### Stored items

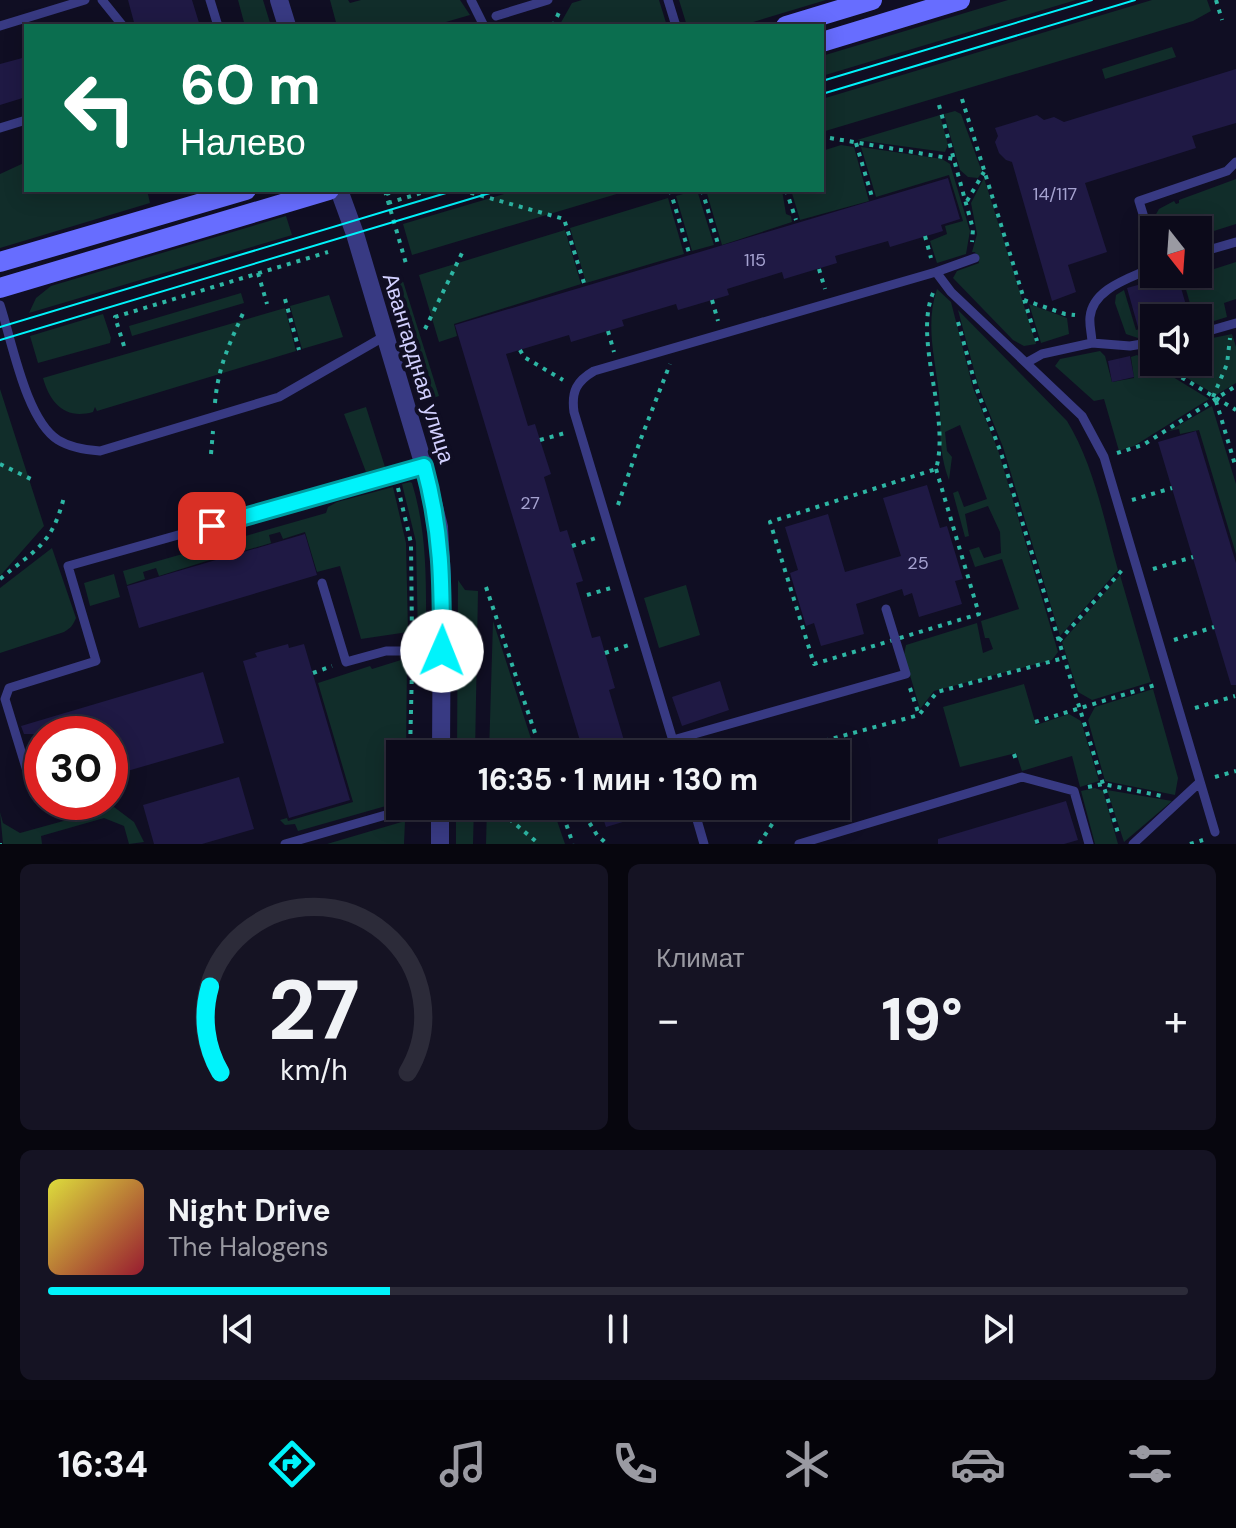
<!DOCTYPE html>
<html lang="ru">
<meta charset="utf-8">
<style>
:root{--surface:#0c0a1a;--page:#151323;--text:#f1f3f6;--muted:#9a9aa2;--line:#2c2b39;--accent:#00f3fb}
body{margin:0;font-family:"DM Sans",sans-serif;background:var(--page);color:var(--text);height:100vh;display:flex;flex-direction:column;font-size:30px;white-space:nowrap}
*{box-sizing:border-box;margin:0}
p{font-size:26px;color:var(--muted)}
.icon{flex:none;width:44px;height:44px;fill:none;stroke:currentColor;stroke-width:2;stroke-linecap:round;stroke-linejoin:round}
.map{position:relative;height:844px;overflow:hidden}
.details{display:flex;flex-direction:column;gap:20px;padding:20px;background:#07060e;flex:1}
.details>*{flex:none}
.hud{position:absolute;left:24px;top:24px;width:800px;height:168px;border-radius:0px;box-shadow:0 4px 20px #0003,0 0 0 2px var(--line);background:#0b6e4f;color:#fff;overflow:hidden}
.needle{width:52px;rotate:163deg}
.tools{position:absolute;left:1140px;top:216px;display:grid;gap:16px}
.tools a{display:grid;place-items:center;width:72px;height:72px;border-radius:0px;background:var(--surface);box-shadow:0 4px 20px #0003,0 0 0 2px var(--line);font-size:40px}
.speed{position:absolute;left:24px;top:716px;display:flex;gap:16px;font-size:40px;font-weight:700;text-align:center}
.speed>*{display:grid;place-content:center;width:104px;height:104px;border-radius:50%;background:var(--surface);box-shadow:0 4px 20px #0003,0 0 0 2px var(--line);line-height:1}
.speed .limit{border:12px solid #d22;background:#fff;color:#111}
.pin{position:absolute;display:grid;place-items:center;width:68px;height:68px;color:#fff;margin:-34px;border-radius:16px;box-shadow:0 4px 12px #0006}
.me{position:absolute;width:88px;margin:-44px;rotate:1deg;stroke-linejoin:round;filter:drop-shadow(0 0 6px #0008)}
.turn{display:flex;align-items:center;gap:28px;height:168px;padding:0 24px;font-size:36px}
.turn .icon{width:104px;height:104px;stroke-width:2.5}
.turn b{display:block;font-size:56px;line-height:68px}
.big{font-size:60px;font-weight:700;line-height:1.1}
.details .card{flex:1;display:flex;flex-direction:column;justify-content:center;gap:12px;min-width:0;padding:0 28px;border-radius:12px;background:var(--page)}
.details .dial{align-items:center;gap:0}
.dial svg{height:208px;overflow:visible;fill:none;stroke:var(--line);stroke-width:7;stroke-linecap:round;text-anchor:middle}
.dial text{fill:var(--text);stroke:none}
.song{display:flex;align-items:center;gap:24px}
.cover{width:96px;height:96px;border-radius:12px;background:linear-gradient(135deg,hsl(60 70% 55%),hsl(350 70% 35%))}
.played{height:8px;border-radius:4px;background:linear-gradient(90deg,var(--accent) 30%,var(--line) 30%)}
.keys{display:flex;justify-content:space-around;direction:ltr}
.heat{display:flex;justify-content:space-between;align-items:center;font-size:44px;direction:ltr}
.details .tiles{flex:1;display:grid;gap:20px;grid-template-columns:1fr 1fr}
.card:last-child{grid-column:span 2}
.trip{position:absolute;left:386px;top:740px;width:464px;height:80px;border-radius:0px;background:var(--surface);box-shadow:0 4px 20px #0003,0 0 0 2px var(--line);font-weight:700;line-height:80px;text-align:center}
.tab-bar{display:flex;height:128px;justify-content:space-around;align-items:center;background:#05040a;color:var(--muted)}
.tab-bar .icon{width:56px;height:56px}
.tab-bar .active{color:var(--accent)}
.tab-bar b{font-size:36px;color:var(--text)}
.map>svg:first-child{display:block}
.green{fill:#112d2a}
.building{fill:#1f1944}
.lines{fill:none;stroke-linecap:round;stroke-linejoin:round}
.path{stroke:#2db6a4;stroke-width:4;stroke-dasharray:4 6;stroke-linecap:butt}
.service{stroke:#383a83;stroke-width:9}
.minor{stroke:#383a83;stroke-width:18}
.secondary{stroke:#676dff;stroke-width:20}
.tram{stroke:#00f3fb;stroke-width:2}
.route-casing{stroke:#009ea3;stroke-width:20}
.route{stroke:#00f3fb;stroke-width:14}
.labels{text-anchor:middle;stroke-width:8;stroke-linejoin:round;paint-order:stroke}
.number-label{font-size:18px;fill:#a5a2d0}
.street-label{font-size:22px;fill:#d2d0ff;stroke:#100e23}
</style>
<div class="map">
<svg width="1236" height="844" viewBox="0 0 1236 844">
<rect width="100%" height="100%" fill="#100e23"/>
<!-- green -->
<path class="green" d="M238 0H263L271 26H245Z
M330 0H348L350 3 361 0H460L470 15 432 26H337Z
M582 0H659L667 26H559L572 3Z
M679 0H826L740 26H687Z
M1008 0H1076L822 76V56Z
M1152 0H1207L1211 11 1193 21 822 132V99Z
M1172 47 1176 57 1105 79 1102 69Z
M955 111 961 114 982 172 978 178 968 177 960 170 944 114Z
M940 115 948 145 945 152 857 140Z
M841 145 854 147 869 201 800 220 791 190H822V151Z
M861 147 942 159 950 164 970 231 966 254 937 263 930 241 947 234 945 226 963 221 949 175 876 197Z
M26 162V190H147L150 203 0 248V174Z
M984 178 1036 344 1024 346 1013 340 953 278 957 271 979 263 975 252H972L977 234 971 203Z
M1236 179V224L1198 236V230H1158L1155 216 1159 209 1174 201 1176 204 1179 203V200Z
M518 190H630L412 255 403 224Z
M697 190 714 245 692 251 676 196Z
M706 190H782L786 214 791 216 792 222 722 245Z
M668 198 684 254 586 283 570 228Z
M286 216 292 235 29 313 36 298 51 286Z
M565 230 581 284 454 324 457 336 439 342 419 275Z
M1236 262V299L1224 303 1227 317 1198 326V318H1179L1193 314 1183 279Z
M402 278 439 396 422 402 417 386V367L389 282Z
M937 289 951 302 973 388 998 450 1058 652 1052 660 934 691 920 709 904 655 906 645 977 623 983 653 993 649 989 638H985L981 621 1019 609 1002 559 975 567 969 550 979 547 984 558 1001 553 1000 532 988 506 965 514 969 536 965 537 953 493 958 491 964 507 987 499 960 425 945 432 947 451 952 457 949 480C937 447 942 427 939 394 935 358 925 324 937 289Z
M1124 290 1136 330 1154 325V336L1138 338 1126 334 1115 303 1116 295Z
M241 293 244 303 132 336 129 326Z
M329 295 343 337 302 349 290 306Z
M1029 304 1067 318 1069 334 1041 343Z
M285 308 296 351 97 411 95 407 93 412C65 420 50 403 43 378Z
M958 310 1067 421C1094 465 1104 520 1118 570L1060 636 1003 447 978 385Z
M103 314 111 338 110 343 38 363 30 336Z
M1232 334 1236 347V383L1216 395 1160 362H1198V341Z
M1100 351 1105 356 1112 382 1134 378 1131 357 1137 355 1209 399 1134 446 1119 451 1104 399 1094 401 1055 366 1060 359Z
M0 389 44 526 0 576Z
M1212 406 1236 484V554L1199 430 1180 434 1179 429 1169 431Z
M366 407 385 467 366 472 344 414Z
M410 482 412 483C428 535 426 587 426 641L418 640 416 542 402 484Z
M393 487 406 543 408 632 361 639 340 566 317 572 305 532 283 539 280 532 269 535 271 543 226 556 223 548 211 551 213 559 159 576 156 568 143 572 145 579 127 585 123 571 326 513 328 507 337 502Z
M52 548 76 618C73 625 71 628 64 632L0 653V588Z
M114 574 120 597 90 606 84 583Z
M1120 575 1151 682 1092 700 1078 692 1062 642Z
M458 580 465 590 478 591 475 754H457Z
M686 585 700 635 659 648 644 598Z
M493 621 536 754H489Z
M401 660 407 663 406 754H400V802L298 831 295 824 285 825 280 820 287 818 288 821 353 802 318 683 370 666 372 669Z
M1024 684 1036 725 1069 714 1081 721 1099 781 1080 787 1072 756 1022 771 1016 753 960 767 943 707Z
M1153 689 1178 778 1175 795 1105 781 1088 720 1095 707Z
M1095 788 1103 791 1118 844H1095L1081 791Z
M1107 790 1172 801 1124 842Z
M456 806H474L473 844H456Z
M487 806H552L565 844H486Z
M114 807 134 822 144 842 129 844 124 826 104 818 41 836 42 844H3L0 812 3 823 20 833Z
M405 821 404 844H327Z"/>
<!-- building -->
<path class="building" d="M128 0H192L200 26H135Z
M26 57V97L0 105V64Z
M1236 69V123L1192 136 1196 148 1085 183 1107 252 1068 265 1076 292 1052 301 1012 162 1006 160 999 153 995 142 998 136 995 128 1037 115 1044 120 1054 117 1064 122Z
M948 178 960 219 941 225 943 231 890 247 888 241 835 256 837 263 784 279 782 272 727 289 729 295 678 310 676 304 622 320 624 326 571 342 569 335 506 354 528 426 535 424 540 440 551 474 544 477 560 532 567 530 572 546 583 581 576 583 592 638 600 636 615 688 609 690 628 754H584L455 325Z
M1177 274 1188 312 1168 318H1154V322L1138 327 1127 288Z
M1130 356 1134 377 1112 382 1108 361Z
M1196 431 1236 563V685H1231L1158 442Z
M927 485 940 528 947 526 963 579 955 581 962 604 919 617 912 593 904 596 902 589 856 604 864 634 821 646 814 623 806 626 790 573 798 570 785 527 828 514 845 572 901 556 883 498Z
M305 534 317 575 139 628 127 586Z
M288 644 289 648 304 644 350 800 289 818 243 661 257 657 255 653Z
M203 672 224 743 110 776V734H24L21 726Z
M720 681 729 710 682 726 672 697Z
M239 777 254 829 202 844H154L143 805Z
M1066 801 1078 840 1064 844H938V839Z
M599 806H659L660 811 606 827Z"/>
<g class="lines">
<!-- path -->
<path class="path" d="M1216 0 1222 20
M553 26 560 10
M962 99 1037 341
M939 105 973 229 972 242
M830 138 954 159
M856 143 872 197
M461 190 564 219 584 283
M670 190 689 253
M702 190 718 244
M786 190 796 220
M385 191 407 267
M386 194 398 190
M967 201 984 172
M388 203 431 190
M925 236 931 258
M819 269 825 289
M258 273 267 304
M933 293C913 341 951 416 936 469
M285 299 299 350
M712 300 718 321
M1024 300 1065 314 1075 315
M958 322 976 387 1001 453 1119 836
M425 329 464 249
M608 331 614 352
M124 346 115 317 328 252
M520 350 524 357 563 380
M1156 362 1236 410
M1213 397 1227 364 1230 338
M1216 401 1236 468
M215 403C218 366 230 343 244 311
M540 440 565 433
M1117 453 1143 445 1236 386
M211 454 213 431
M0 464 35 481
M936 469 979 614 814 664 770 522Z
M398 488 411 543 412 638
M1132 500 1172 488
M618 505 640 441 670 364
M572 546 596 538
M1153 569 1193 557
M0 579C36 549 52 545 64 497
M486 587 542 754
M587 595 611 588
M1174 640 1214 627
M1059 641 1123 569
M605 653 629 645
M313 673 332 666
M910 688 919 715
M1195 708 1235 696
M1035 722 1155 685
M726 740 743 754
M410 754 412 667
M651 754 661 751
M776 754 919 715 937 692 1064 658
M819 754 826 743
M1014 754 1017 763
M1215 777 1236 771
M1088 787 1103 784 1162 796
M494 806 539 844
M560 806 573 844
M579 806 597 835 607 844
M650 811 666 806
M0 843V844
M759 844 784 806
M1190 844 1203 840"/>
<!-- service -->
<path class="service" d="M102 0 123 26
M210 0 218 26
M471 0 484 26
M668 0 676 26
M496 16 548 0
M0 26 85 0
M0 128 26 120
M1154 250 1139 201 1227 171 1236 162
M1198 253 1236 242
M936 272 975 258
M0 305C12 341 26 420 58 440 71 448 85 450 100 451L279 397 385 336
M1198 334 1236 323
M1092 343C1092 335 1089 325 1090 317 1093 288 1131 278 1154 267
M1026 363 1042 354 1092 343 1130 346 1154 342
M322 583 346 662 386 651H442
M673 740 906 674 886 609
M677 754 574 412C571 391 577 381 594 371L936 272 951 292 1082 416 1104 457 1215 832
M34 794 5 699 9 688 96 661 68 566 424 466
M693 806 704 844
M285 844 410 808H440
M799 844 1022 777 1074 791 1089 844
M1133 844 1200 782"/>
<!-- minor -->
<path class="minor" d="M279 0 287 26
M339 190 355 234 424 466 439 527 442 579 441 754
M440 844V806"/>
<!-- secondary -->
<path class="secondary" d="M786 26 872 0
M822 42 960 0
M0 262 246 190
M0 288 329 190"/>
<!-- tram -->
<path class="tram" d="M822 81 1092 0
M822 94 1135 0
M0 327 456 190
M0 340 500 190"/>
</g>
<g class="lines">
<!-- route casing -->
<g class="route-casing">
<path id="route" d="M212 526 424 466C442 532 442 583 442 651"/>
</g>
<!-- route -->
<use href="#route" class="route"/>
</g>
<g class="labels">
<!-- number labels -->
<g class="number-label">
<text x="1055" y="200">14/117</text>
<text x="755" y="266">115</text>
<text x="530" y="509">27</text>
<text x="918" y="569">25</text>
</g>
<!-- street labels -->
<g class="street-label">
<text transform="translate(419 368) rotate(73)" y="8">Авангардная улица</text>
</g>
</g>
</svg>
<div class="tools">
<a><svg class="needle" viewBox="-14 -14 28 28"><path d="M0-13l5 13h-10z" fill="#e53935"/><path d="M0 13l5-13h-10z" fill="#9a9aa2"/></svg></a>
<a><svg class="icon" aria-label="sound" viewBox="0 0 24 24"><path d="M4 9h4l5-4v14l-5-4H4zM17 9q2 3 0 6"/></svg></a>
</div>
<div class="speed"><div class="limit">30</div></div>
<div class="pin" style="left:212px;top:526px;background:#d93025"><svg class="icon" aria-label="arrive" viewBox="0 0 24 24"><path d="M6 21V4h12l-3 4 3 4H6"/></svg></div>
<svg class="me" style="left:442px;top:651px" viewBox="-20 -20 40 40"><circle r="19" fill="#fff"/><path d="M0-13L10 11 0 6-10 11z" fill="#00f3fb"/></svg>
<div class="trip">16:35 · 1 мин · 130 m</div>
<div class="hud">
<div class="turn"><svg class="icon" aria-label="left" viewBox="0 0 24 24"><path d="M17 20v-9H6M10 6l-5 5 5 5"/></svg><div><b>60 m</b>Налево</div></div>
</div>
</div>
<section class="details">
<div class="tiles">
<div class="card dial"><svg viewBox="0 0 100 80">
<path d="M14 69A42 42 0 1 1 86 69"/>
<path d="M14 69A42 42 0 0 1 10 36" stroke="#00f3fb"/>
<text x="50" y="56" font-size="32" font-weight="700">27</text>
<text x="50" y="72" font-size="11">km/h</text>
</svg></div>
<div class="card"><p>Климат</p>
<div class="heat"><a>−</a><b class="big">19°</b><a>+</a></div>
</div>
<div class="card">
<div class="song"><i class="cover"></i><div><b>Night Drive</b><p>The Halogens</p></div></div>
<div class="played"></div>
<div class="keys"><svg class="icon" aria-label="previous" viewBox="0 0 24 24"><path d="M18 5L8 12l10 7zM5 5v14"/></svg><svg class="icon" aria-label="pause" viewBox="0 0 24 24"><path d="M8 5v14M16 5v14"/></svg><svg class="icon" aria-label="next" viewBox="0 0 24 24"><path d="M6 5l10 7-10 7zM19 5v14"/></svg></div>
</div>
</div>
</section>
<nav class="tab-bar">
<b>16:34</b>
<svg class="icon active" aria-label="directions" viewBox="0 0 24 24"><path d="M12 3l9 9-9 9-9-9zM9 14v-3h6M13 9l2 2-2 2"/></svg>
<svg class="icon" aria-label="music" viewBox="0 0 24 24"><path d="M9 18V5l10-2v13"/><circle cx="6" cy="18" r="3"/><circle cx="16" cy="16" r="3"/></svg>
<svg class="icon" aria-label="phone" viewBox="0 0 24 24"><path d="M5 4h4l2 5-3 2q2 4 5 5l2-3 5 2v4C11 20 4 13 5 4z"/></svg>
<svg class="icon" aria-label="climate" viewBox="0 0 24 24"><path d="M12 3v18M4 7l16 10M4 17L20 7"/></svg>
<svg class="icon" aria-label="car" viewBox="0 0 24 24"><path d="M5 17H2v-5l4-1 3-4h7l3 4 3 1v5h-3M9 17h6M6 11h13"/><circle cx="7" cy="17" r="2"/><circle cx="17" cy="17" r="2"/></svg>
<svg class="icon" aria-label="filters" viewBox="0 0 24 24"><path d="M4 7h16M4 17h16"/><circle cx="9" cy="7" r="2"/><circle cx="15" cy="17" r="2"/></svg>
</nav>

### Exercise requirements
Copy every line where the word "played" is present in the entries above.

### Reply
.played{height:8px;border-radius:4px;background:linear-gradient(90deg,var(--accent) 30%,var(--line) 30%)}
<div class="played"></div>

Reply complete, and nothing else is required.